Background: Supernatants from epithelial cell cultures enhance eosinophil survival in vitro, this effect being abrogated by previous incubation of eosinophils with glucocorticosteroids. This property has resulted in the development of an in vitro test to compare the potency of these drugs. A comparative study was performed with dexamethasone, methylprednisolone, deflazacort, and budesonide.
Methods: Human epithelial cell conditioned media (HECM) was generated from cultured epithelial cells obtained from healthy nasal mucosa and polyps. Eosinophils isolated from the peripheral blood were incubated with different corticosteroids for one hour before the addition of HECM. The inhibitory potency of the four steroids on the eosinophil survival index was compared using the concentration of steroid causing 50% inhibition (IC50).
Results: Eosinophil survival was increased by HECM from both healthy nasal mucosa and polyps. All four steroids blocked HECM-induced eosinophil survival in a dose-dependent manner. On healthy nasal mucosa methylprednisolone was the least potent (IC50 = 536 nM), deflazacort (IC50 = 264 nM) was twice as potent as methylprednisolone, while budesonide and dexamethasone were approximately nine times as potent (both IC50 = 58 nM). When potency was evaluated on the promoting effects of the HECM obtained from nasal polyps, the inhibitory potencies were lower and consequently the IC50 values were higher when compared with HECM generated from healthy nasal mucosa: methylprednisolone (IC50 = 546 nM), deflazacort (IC50 = 390 nM), dexamethasone (IC50 = 76 nM), and budesonide (IC50 = 78 nM).

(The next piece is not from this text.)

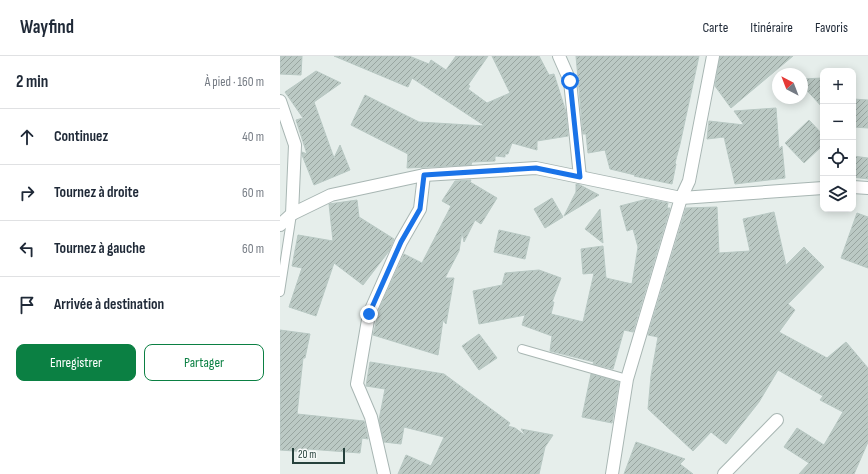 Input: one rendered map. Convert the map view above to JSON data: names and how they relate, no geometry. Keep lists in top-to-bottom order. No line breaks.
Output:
{"scale_bar":"20 m","north":"top left","page":{"header":"Wayfind","nav":["Carte","Itinéraire","Favoris"],"heading":["2 min","À pied · 160 m"],"map_buttons":["+","−"],"list":[["Continuez","40 m"],["Tournez à droite","60 m"],["Tournez à gauche","60 m"],"Arrivée à destination"],"buttons":["Enregistrer","Partager"],"scale":"20 m"}} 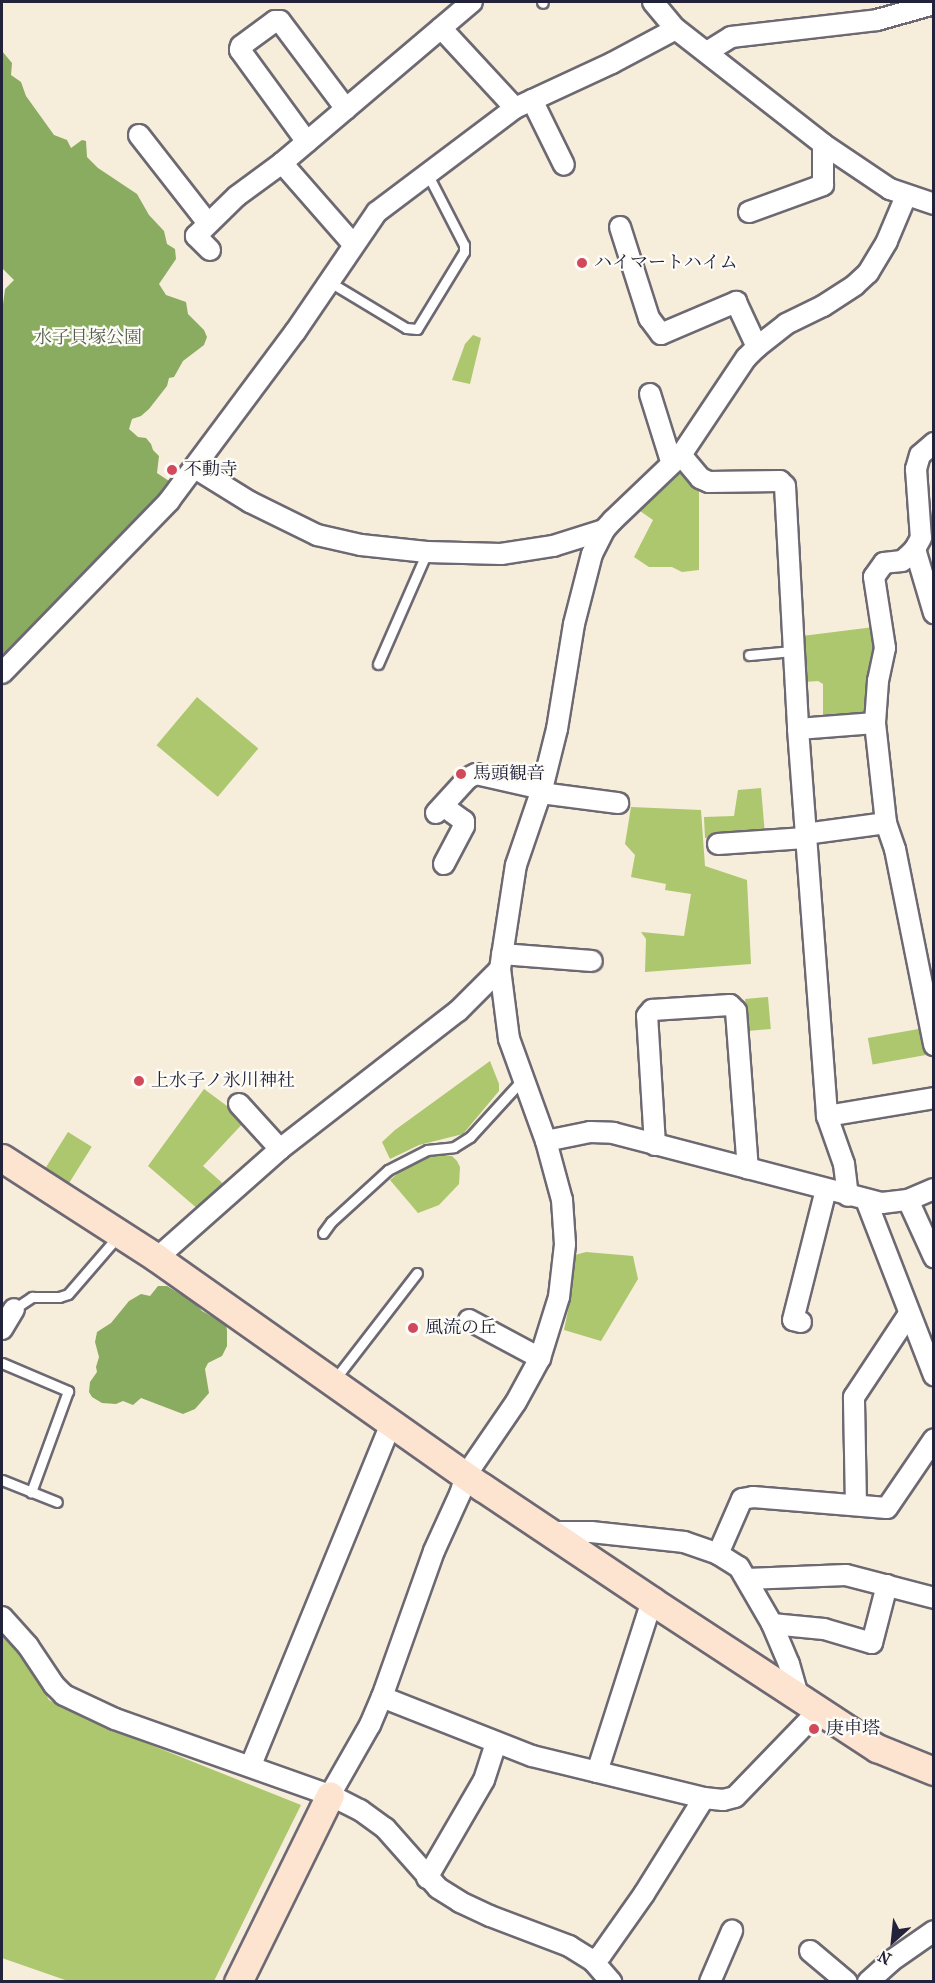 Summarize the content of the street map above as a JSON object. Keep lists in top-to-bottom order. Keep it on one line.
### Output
{"parks":["水子貝塚公園"],"places":["ハイマートハイム","不動寺","馬頭観音","上水子ノ氷川神社","風流の丘","庚申塔"],"north":"bottom left"}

Conclusions: The potencies of glucocorticosteroids can be compared by evaluating their effects on the survival of eosinophils previously primed by supernatants obtained from epithelial cell culture. The different effects of steroids on eosinophils primed by HECM obtained from healthy nasal mucosa compared with HECM obtained from nasal polyps suggest that polyps might represent more active tissue which is relatively resistant to treatment with corticosteroids.